◆ **Problem**
Write down each of the records again, exactly and in full.

══════

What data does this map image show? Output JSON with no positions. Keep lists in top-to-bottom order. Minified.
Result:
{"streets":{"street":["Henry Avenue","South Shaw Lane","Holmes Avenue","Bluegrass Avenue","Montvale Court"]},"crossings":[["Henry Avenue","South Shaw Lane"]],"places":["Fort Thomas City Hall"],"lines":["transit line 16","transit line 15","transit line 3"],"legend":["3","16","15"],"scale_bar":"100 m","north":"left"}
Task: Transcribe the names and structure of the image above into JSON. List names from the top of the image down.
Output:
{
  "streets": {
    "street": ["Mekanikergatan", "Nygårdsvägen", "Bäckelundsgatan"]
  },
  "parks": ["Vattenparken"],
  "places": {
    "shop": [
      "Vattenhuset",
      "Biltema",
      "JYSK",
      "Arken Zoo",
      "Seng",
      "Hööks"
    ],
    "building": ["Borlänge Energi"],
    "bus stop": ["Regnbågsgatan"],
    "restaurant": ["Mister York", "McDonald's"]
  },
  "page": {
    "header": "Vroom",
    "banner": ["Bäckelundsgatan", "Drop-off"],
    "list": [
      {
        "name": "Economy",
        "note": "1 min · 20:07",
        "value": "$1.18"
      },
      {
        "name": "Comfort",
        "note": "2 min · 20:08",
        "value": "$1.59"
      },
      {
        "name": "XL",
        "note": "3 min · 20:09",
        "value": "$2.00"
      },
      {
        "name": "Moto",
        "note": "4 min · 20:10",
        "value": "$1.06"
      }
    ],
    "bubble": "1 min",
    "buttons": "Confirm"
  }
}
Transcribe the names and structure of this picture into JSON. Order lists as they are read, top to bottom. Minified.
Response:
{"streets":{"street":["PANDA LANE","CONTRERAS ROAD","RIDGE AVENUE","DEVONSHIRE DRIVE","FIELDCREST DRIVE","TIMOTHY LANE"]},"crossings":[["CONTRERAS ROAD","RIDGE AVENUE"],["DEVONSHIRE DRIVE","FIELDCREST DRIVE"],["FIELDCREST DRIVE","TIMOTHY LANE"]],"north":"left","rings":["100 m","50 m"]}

══════

◆ **Output for this exercise**
What data does this map image show? Output JSON with no positions. Keep lists in top-to-bottom order. Minified.
Result:
{"streets":{"street":["Henry Avenue","South Shaw Lane","Holmes Avenue","Bluegrass Avenue","Montvale Court"]},"crossings":[["Henry Avenue","South Shaw Lane"]],"places":["Fort Thomas City Hall"],"lines":["transit line 16","transit line 15","transit line 3"],"legend":["3","16","15"],"scale_bar":"100 m","north":"left"}
Task: Transcribe the names and structure of the image above into JSON. List names from the top of the image down.
Output:
{
  "streets": {
    "street": ["Mekanikergatan", "Nygårdsvägen", "Bäckelundsgatan"]
  },
  "parks": ["Vattenparken"],
  "places": {
    "shop": [
      "Vattenhuset",
      "Biltema",
      "JYSK",
      "Arken Zoo",
      "Seng",
      "Hööks"
    ],
    "building": ["Borlänge Energi"],
    "bus stop": ["Regnbågsgatan"],
    "restaurant": ["Mister York", "McDonald's"]
  },
  "page": {
    "header": "Vroom",
    "banner": ["Bäckelundsgatan", "Drop-off"],
    "list": [
      {
        "name": "Economy",
        "note": "1 min · 20:07",
        "value": "$1.18"
      },
      {
        "name": "Comfort",
        "note": "2 min · 20:08",
        "value": "$1.59"
      },
      {
        "name": "XL",
        "note": "3 min · 20:09",
        "value": "$2.00"
      },
      {
        "name": "Moto",
        "note": "4 min · 20:10",
        "value": "$1.06"
      }
    ],
    "bubble": "1 min",
    "buttons": "Confirm"
  }
}
Transcribe the names and structure of this picture into JSON. Order lists as they are read, top to bottom. Minified.
Response:
{"streets":{"street":["PANDA LANE","CONTRERAS ROAD","RIDGE AVENUE","DEVONSHIRE DRIVE","FIELDCREST DRIVE","TIMOTHY LANE"]},"crossings":[["CONTRERAS ROAD","RIDGE AVENUE"],["DEVONSHIRE DRIVE","FIELDCREST DRIVE"],["FIELDCREST DRIVE","TIMOTHY LANE"]],"north":"left","rings":["100 m","50 m"]}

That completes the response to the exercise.